SOURCE MATERIAL.
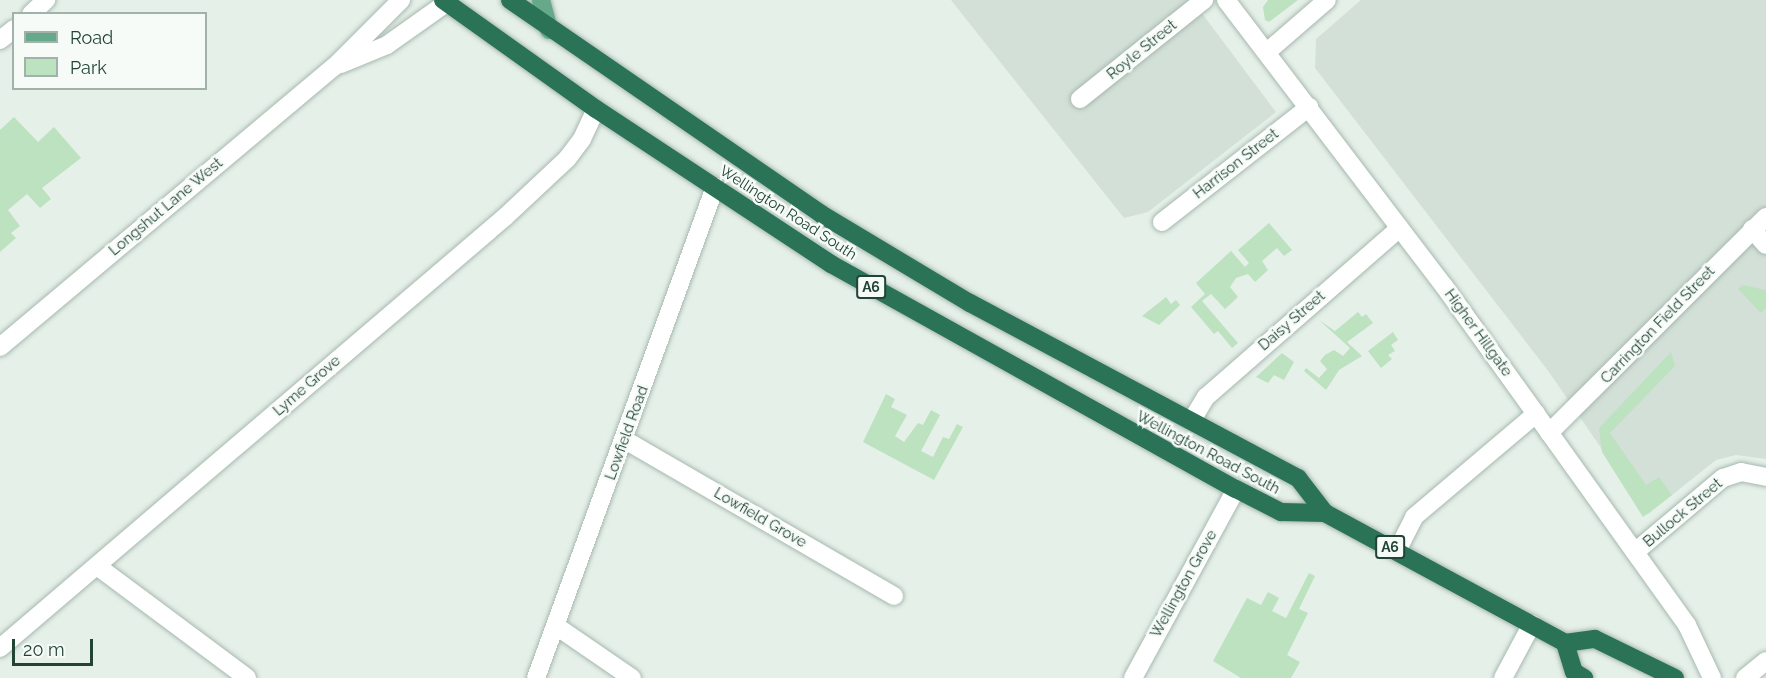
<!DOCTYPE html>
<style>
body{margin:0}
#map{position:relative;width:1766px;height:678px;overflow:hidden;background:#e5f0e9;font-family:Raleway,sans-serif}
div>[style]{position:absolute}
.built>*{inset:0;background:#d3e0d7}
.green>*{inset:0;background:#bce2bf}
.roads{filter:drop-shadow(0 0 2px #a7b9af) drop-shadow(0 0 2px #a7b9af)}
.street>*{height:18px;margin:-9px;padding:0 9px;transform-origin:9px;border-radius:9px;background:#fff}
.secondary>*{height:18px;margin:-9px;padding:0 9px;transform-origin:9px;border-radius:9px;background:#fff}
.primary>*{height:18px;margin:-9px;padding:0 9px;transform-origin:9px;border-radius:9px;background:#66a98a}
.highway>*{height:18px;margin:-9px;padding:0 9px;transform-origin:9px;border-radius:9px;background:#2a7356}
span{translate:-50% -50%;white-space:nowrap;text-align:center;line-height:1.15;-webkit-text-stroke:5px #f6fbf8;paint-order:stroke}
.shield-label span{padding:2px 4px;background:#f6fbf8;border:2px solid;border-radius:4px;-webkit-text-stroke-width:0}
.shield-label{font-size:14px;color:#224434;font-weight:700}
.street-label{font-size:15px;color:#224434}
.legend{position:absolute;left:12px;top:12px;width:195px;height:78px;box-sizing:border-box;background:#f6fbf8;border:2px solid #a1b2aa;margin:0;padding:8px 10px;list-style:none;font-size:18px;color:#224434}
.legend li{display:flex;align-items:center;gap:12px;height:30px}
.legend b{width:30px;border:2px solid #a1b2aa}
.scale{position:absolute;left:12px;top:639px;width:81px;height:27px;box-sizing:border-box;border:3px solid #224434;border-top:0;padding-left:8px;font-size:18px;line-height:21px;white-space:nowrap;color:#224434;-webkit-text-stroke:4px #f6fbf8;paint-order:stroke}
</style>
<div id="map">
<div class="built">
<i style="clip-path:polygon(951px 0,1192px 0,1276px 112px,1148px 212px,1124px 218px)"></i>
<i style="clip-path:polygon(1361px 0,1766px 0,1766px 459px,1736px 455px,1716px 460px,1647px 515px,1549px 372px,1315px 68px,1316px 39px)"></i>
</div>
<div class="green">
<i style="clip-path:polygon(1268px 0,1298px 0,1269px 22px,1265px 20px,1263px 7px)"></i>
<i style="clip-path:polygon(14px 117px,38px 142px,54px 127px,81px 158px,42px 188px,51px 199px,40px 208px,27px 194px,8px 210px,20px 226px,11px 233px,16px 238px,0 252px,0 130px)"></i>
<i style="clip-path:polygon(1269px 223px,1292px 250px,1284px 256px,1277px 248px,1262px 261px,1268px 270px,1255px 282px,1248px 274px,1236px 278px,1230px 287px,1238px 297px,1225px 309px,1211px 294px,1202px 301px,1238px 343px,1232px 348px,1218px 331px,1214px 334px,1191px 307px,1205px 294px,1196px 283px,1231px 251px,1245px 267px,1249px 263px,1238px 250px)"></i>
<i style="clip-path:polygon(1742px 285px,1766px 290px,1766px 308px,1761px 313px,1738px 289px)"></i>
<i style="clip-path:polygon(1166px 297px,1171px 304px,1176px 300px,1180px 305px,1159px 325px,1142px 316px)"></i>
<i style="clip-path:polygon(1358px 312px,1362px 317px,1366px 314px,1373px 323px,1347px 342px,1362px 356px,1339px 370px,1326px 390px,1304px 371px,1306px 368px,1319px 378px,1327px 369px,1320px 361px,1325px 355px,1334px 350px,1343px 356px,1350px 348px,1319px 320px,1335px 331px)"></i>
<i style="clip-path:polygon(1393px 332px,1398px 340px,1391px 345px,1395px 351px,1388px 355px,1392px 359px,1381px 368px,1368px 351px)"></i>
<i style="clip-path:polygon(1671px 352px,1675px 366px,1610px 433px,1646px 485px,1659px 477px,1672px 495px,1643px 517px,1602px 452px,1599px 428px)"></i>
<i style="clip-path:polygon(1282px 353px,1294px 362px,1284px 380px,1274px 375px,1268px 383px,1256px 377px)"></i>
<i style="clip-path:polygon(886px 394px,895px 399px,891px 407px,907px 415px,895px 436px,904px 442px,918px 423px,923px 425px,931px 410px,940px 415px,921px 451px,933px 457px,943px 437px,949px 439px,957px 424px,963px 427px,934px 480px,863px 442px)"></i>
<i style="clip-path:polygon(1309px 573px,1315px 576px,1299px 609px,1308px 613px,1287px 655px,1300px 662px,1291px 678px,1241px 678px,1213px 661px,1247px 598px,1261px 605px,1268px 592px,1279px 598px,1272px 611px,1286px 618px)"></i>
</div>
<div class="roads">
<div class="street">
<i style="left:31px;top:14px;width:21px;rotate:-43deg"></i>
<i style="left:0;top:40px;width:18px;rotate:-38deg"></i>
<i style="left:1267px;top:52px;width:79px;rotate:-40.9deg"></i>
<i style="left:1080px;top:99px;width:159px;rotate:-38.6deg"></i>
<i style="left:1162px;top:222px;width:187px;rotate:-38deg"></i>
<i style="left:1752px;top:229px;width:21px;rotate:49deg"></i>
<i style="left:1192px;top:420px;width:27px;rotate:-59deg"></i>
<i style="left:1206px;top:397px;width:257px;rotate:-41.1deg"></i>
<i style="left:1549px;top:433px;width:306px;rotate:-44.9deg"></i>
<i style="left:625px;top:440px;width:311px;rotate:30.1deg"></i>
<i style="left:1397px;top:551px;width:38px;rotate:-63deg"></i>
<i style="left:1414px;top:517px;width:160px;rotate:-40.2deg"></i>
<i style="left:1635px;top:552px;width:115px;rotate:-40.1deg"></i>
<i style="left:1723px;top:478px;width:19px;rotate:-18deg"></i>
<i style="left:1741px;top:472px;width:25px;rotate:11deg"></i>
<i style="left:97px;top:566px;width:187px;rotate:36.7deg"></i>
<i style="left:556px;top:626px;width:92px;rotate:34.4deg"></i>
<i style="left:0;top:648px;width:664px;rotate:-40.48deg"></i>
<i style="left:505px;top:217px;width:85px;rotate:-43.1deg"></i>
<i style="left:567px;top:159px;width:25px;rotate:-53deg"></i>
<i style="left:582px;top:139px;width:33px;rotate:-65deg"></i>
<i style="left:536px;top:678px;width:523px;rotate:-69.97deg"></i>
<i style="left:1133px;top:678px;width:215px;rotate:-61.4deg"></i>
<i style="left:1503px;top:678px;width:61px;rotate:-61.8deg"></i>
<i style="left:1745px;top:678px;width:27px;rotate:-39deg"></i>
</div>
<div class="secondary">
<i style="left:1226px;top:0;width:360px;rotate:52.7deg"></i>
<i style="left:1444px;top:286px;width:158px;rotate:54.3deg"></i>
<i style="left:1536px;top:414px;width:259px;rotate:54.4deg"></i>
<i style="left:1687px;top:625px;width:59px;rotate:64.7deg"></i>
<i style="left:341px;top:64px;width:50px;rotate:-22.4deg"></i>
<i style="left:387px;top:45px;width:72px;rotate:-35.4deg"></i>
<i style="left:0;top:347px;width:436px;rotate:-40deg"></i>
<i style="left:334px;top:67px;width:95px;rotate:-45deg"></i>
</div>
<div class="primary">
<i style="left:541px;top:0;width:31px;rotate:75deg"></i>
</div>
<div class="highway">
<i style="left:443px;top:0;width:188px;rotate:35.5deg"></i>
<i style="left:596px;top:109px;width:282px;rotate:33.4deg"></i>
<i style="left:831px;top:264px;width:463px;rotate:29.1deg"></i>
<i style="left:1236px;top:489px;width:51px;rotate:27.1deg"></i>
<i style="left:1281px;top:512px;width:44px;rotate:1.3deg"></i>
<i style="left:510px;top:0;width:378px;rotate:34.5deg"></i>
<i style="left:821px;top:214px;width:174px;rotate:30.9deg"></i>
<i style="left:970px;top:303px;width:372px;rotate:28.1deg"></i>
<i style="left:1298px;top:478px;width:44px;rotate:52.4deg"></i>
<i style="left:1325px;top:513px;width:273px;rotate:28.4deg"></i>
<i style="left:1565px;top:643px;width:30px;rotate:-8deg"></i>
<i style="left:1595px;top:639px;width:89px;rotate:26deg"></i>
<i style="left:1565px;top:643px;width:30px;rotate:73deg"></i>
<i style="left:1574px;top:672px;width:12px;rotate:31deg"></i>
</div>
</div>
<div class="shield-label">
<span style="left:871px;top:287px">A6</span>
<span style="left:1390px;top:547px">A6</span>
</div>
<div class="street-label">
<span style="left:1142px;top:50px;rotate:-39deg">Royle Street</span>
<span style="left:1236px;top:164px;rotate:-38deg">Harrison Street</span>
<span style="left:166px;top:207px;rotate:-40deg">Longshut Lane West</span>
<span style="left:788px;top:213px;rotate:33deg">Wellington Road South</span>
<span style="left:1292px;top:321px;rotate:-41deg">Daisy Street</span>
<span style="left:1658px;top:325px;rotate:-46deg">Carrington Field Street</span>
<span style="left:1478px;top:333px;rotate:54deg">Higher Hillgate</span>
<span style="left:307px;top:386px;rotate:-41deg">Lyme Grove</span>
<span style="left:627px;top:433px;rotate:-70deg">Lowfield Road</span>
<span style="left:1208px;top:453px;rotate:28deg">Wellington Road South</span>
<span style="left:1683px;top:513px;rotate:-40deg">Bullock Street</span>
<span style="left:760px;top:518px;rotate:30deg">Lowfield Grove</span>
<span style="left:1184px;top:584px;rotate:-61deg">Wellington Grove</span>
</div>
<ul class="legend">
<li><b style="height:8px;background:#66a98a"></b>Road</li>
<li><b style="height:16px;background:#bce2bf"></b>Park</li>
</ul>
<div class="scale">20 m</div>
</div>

---

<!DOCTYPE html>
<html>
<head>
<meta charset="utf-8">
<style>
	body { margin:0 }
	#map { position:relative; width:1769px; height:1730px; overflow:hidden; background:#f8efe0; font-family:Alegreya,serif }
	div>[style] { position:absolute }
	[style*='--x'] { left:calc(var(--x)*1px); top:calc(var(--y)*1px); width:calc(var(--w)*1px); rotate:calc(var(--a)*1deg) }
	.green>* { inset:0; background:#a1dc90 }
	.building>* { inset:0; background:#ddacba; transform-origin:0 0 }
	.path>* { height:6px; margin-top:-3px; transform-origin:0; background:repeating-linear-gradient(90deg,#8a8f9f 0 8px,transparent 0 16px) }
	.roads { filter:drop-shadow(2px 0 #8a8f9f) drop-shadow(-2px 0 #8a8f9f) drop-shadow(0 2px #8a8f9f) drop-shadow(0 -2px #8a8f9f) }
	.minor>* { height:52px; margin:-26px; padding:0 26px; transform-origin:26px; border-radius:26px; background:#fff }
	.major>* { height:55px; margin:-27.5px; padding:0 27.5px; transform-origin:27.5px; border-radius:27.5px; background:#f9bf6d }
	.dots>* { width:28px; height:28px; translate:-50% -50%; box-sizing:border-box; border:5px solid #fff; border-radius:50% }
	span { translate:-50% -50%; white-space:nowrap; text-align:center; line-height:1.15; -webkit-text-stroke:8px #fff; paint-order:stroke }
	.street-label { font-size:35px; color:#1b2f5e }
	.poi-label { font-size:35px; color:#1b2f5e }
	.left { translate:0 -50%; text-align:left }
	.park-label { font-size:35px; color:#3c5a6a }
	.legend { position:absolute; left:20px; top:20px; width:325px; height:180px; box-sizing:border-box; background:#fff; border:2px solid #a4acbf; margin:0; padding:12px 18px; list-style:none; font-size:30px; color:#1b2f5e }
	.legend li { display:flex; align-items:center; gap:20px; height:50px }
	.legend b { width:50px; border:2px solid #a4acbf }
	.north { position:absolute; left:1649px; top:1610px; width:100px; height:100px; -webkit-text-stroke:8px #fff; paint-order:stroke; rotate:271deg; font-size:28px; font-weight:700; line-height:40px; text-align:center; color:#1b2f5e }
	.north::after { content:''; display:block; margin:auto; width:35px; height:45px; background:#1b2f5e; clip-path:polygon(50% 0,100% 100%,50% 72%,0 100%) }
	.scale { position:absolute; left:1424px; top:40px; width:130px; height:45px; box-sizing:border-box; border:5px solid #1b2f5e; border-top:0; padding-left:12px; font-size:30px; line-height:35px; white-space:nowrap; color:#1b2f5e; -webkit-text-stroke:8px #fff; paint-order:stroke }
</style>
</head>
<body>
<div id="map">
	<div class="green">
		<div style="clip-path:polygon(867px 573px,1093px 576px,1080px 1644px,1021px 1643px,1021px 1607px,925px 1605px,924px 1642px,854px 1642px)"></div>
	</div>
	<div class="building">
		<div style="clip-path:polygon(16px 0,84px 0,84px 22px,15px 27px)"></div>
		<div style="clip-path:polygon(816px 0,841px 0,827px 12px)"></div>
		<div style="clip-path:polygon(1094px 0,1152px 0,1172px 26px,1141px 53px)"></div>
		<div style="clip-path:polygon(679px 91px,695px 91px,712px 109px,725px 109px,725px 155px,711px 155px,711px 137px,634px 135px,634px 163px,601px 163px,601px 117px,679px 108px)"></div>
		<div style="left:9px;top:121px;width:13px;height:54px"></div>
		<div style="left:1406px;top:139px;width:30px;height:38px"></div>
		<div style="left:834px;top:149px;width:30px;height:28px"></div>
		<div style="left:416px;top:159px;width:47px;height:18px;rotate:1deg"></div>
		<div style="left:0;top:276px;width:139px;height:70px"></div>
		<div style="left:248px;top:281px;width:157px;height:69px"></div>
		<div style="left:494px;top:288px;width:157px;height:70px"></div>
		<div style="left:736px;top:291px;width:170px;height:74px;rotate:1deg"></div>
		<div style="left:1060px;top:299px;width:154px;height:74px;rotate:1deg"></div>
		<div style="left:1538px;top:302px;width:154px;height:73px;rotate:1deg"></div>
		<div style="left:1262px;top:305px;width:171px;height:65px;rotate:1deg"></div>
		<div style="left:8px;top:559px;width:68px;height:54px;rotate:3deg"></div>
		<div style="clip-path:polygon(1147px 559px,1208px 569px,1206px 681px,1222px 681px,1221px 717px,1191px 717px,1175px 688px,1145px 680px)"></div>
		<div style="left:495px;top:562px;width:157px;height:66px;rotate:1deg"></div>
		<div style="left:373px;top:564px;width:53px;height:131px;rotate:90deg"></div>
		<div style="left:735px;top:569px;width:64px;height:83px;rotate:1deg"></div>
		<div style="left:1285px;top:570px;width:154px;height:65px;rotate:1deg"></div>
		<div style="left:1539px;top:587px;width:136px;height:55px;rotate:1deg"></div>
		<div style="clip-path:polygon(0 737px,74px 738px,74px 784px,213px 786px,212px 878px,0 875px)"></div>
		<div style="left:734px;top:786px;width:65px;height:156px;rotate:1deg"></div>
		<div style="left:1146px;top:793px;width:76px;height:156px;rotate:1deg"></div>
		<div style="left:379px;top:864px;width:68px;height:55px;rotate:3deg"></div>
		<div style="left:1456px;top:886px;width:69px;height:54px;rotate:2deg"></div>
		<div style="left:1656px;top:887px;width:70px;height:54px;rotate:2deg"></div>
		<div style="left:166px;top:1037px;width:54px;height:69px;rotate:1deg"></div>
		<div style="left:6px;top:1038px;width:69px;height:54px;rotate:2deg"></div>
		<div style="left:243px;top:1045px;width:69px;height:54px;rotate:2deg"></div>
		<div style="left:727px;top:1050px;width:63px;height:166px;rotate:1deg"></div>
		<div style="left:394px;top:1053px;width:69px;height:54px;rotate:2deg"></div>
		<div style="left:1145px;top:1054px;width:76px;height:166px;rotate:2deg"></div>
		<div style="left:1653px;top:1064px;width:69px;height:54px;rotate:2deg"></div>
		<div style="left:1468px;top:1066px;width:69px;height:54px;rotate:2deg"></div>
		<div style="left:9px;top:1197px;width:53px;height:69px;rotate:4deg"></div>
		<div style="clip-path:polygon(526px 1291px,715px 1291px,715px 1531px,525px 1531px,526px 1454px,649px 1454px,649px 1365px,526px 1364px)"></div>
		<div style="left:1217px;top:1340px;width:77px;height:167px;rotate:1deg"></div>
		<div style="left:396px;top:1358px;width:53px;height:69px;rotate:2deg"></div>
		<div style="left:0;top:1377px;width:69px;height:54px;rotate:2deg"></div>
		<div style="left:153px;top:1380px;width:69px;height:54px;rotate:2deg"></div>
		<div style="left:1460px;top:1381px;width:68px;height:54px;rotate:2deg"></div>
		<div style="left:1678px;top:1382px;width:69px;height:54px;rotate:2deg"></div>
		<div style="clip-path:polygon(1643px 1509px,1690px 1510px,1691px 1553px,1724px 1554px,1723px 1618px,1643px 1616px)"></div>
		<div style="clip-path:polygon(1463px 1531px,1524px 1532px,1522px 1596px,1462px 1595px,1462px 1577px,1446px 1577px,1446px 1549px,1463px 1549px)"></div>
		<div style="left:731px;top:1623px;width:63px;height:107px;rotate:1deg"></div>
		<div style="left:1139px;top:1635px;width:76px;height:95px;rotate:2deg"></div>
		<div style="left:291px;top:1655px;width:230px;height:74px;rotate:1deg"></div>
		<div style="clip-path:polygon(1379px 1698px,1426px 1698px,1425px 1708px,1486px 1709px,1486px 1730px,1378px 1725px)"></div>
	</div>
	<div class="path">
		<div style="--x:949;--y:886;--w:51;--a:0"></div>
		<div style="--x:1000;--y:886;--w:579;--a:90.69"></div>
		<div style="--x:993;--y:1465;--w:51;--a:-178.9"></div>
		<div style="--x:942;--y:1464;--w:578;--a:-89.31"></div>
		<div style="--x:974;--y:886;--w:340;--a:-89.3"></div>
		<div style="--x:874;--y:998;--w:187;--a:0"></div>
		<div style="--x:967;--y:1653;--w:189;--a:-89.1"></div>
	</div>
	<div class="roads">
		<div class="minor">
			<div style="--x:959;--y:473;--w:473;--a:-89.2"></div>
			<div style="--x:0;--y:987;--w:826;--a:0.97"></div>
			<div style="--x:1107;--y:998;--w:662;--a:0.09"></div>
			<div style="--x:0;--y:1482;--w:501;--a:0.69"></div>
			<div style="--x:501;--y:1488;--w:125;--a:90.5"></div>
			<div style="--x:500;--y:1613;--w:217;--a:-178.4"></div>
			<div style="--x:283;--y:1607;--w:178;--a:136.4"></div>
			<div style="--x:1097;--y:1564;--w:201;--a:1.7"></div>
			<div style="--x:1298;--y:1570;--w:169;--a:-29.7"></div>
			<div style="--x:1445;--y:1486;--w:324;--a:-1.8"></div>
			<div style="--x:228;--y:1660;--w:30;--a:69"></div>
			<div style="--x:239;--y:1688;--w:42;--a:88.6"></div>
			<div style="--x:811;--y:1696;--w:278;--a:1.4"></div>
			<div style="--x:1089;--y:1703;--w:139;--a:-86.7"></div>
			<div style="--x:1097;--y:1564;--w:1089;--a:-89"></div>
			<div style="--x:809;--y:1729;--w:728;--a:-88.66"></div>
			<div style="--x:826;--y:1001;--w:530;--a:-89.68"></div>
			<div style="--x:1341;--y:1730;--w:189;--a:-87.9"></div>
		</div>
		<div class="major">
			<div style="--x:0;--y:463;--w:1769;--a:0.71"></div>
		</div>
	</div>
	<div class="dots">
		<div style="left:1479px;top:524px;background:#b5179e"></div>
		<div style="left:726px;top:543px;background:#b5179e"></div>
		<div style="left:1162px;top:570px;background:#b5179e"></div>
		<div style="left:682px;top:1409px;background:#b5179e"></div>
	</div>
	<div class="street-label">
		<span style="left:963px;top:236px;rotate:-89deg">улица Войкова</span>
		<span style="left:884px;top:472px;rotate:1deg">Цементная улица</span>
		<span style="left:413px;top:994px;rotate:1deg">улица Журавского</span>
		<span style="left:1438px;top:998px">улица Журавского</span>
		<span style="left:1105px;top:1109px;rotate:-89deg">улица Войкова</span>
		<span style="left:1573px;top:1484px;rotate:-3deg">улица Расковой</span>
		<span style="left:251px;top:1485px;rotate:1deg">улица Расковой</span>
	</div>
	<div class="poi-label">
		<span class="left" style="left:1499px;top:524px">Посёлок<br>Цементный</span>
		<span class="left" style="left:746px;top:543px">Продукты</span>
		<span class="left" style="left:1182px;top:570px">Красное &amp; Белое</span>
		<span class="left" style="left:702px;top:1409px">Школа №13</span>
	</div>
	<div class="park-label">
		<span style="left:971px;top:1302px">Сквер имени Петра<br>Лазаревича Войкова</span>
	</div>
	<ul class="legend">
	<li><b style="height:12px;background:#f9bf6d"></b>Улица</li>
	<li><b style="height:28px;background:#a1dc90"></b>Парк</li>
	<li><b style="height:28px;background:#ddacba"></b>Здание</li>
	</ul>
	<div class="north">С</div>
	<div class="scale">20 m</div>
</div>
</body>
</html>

WHAT THE TASK ASKS. Extract the lines of the preceding material that run from the line with "position:absolute; left:20px; top:20px;" through the line with "width:50px; border:2px solid", inclusive, reproducing them exactly and adding nothing.

EXERCISE OUTPUT.
	.legend { position:absolute; left:20px; top:20px; width:325px; height:180px; box-sizing:border-box; background:#fff; border:2px solid #a4acbf; margin:0; padding:12px 18px; list-style:none; font-size:30px; color:#1b2f5e }
	.legend li { display:flex; align-items:center; gap:20px; height:50px }
	.legend b { width:50px; border:2px solid #a4acbf }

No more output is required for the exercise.